If you are sceptical on the speed improvement of this algorithm, implement versions of both
BFS and DFS and run them against this small and simple maze. Also try running them in an
environment you may find in a game, ie large emtpy space with spares obsticals such as a

20 20

With the above example, my BFS implimentation is about 10 times faster than my DFS algorithm.
Now that is a significant boost considering that there are few open areas (which generate
many paths). If you were to try a grid thats about 20x20 with a wall as an obstacle, you
will realize that DFS is just not an option where as BFS will execute in a few miliseconds.

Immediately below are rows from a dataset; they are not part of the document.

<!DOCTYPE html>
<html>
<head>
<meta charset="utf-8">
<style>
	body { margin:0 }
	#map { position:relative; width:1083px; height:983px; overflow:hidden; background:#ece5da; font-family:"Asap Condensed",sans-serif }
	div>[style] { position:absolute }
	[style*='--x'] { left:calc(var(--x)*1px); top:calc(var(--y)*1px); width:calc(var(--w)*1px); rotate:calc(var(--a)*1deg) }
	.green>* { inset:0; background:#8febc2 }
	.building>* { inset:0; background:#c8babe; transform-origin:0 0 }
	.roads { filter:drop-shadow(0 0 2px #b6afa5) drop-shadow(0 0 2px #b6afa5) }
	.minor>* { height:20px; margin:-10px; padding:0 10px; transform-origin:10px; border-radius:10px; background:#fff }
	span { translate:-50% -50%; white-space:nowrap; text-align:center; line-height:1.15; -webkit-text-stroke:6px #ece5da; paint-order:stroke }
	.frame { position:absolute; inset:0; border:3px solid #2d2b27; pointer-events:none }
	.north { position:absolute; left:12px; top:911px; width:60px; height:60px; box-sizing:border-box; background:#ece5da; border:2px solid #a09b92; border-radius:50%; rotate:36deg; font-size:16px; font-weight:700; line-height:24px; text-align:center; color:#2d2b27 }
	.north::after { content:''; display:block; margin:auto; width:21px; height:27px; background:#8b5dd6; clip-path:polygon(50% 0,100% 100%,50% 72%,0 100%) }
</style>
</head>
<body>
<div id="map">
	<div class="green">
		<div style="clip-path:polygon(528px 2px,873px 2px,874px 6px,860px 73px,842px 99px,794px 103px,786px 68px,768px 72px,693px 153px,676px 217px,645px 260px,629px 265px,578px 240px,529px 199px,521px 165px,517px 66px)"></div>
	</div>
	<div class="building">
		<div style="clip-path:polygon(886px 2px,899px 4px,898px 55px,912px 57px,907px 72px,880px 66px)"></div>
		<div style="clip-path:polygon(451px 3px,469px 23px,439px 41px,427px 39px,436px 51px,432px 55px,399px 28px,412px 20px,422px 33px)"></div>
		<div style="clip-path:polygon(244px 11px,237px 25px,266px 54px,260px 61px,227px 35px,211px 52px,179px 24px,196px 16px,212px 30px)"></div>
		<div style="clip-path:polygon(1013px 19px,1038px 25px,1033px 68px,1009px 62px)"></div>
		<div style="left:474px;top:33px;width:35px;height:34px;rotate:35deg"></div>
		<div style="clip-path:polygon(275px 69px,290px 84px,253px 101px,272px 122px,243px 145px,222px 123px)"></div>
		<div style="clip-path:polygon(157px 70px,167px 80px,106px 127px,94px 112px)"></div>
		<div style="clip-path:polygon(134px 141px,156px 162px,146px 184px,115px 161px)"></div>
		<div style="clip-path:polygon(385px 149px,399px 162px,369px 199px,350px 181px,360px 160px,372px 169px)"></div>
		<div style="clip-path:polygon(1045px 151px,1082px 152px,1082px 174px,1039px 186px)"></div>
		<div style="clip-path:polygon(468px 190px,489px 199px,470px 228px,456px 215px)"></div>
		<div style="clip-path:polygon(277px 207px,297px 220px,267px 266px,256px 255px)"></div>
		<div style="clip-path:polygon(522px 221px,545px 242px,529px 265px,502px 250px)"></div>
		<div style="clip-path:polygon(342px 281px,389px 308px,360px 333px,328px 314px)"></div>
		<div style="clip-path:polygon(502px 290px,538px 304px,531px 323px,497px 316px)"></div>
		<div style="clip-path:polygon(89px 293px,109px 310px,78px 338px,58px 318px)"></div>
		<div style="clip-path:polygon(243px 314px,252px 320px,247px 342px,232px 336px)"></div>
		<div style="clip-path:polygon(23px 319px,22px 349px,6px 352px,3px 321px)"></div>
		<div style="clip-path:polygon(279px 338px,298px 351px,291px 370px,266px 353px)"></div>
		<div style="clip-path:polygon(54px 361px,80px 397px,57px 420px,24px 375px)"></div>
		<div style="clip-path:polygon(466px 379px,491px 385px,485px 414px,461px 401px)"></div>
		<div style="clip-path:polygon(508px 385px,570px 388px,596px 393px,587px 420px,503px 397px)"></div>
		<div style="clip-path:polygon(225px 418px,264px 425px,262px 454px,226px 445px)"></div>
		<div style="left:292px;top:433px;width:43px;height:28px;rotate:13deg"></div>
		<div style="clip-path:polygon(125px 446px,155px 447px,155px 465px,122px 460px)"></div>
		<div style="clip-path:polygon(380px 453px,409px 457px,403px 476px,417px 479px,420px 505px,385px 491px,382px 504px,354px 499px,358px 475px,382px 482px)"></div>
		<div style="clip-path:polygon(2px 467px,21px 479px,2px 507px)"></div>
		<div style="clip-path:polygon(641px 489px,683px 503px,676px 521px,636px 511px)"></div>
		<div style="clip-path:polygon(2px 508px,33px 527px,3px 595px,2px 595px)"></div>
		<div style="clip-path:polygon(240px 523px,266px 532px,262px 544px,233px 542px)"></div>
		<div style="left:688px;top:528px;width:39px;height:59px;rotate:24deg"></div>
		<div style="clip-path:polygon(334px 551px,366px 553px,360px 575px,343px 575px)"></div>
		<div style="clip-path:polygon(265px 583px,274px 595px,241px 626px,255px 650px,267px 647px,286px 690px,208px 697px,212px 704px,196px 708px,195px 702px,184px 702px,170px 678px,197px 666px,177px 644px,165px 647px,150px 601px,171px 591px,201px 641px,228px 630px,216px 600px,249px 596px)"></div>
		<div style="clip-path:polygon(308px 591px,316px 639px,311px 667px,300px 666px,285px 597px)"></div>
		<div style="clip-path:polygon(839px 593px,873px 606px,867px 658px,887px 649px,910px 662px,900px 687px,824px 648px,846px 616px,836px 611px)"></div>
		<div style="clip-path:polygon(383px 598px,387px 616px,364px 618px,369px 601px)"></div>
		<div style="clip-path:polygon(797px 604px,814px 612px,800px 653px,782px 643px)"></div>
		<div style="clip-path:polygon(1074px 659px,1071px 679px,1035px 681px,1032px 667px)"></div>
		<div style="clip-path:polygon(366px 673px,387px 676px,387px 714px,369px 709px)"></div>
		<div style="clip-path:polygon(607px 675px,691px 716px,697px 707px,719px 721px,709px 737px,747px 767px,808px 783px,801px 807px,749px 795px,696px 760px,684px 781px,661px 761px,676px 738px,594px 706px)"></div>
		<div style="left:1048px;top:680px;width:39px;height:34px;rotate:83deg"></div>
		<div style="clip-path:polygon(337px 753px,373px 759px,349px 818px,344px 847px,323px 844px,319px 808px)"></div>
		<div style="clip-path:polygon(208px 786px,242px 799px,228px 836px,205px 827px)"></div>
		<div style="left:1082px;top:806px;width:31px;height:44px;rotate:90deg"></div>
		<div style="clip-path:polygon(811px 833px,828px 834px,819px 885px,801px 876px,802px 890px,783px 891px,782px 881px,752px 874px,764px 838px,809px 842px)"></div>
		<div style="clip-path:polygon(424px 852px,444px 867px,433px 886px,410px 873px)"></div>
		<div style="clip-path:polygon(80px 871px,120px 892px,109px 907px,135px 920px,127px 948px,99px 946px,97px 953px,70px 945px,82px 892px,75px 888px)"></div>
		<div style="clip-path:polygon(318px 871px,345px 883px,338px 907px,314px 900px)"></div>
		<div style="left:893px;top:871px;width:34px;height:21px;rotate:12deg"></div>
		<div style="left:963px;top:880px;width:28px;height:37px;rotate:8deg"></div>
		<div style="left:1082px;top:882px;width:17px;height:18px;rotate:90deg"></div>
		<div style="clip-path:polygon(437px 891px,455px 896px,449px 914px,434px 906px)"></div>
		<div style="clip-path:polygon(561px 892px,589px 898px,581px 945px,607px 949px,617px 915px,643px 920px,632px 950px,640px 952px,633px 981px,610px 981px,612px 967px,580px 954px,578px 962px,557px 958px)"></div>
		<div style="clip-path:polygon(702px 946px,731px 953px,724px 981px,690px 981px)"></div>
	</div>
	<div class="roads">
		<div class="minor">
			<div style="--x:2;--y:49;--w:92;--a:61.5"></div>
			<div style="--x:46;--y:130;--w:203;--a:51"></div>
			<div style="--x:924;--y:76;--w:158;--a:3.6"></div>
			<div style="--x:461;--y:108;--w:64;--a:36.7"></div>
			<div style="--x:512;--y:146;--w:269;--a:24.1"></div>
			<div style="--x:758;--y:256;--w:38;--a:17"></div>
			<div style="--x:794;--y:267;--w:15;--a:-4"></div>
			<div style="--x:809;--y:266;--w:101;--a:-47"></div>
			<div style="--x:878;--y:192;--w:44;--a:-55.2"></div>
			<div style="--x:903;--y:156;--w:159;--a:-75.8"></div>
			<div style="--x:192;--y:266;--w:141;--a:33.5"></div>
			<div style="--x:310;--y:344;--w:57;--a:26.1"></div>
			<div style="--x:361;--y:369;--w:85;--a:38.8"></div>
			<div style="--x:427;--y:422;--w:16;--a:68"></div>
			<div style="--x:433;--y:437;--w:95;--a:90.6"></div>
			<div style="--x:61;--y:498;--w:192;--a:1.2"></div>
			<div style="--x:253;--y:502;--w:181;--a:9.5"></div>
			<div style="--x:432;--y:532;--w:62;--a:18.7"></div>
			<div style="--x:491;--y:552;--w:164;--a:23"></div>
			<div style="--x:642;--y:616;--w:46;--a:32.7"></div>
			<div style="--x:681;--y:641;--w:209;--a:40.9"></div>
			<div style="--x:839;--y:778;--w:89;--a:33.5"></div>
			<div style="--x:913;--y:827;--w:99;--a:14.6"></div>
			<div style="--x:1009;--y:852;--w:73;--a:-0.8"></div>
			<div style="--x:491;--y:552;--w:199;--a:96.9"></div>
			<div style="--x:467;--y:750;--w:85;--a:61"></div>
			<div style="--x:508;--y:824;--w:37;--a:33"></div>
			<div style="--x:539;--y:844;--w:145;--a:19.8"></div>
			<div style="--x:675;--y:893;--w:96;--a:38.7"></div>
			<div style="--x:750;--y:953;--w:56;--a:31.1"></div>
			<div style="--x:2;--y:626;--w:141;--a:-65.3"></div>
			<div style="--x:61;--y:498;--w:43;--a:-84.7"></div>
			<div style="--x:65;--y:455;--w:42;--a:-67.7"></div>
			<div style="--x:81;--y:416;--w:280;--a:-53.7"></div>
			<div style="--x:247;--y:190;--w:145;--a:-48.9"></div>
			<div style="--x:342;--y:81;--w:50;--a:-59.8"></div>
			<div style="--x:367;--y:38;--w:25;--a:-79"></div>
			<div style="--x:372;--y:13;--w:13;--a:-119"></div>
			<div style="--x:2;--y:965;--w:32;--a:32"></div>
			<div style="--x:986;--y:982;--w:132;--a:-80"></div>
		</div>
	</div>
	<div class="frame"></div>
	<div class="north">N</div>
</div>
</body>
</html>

So the lesson of this discussion is make sure you use the proper algorithm for the job.
Think about any possible algorithms you can use to find the solution for the problem and
think about their advantages/disadvantages. Try to minimize the amount of retacing you
algorithm does. Also, once you learn recursion, you may be eager to implement it for every
problem you have. Remember, recursion tends to run in exponential time so they are only
efficient for small sets of data. Only use recursion when you really need to.

In the next sections (two more hopefully Smile) we will dicuss optimizations to recursion and some alternatives.

also it would be nice for someone to make a program that gives us a nice visual of how both the BFS and DFS work.
it should show the map tiles, which tiles were already visited and the current tile being looked at.

- zylum

PostPosted: Thu Aug 04, 2005 6:55 am   Post subject: (No subject)

Ask, and ye shall receive. Smile
I suppose the reason you didn't make a queue class was because you would have to manually set the class to work with the Coords data type. It's too bad Turing isn't more like Ruby in that regard.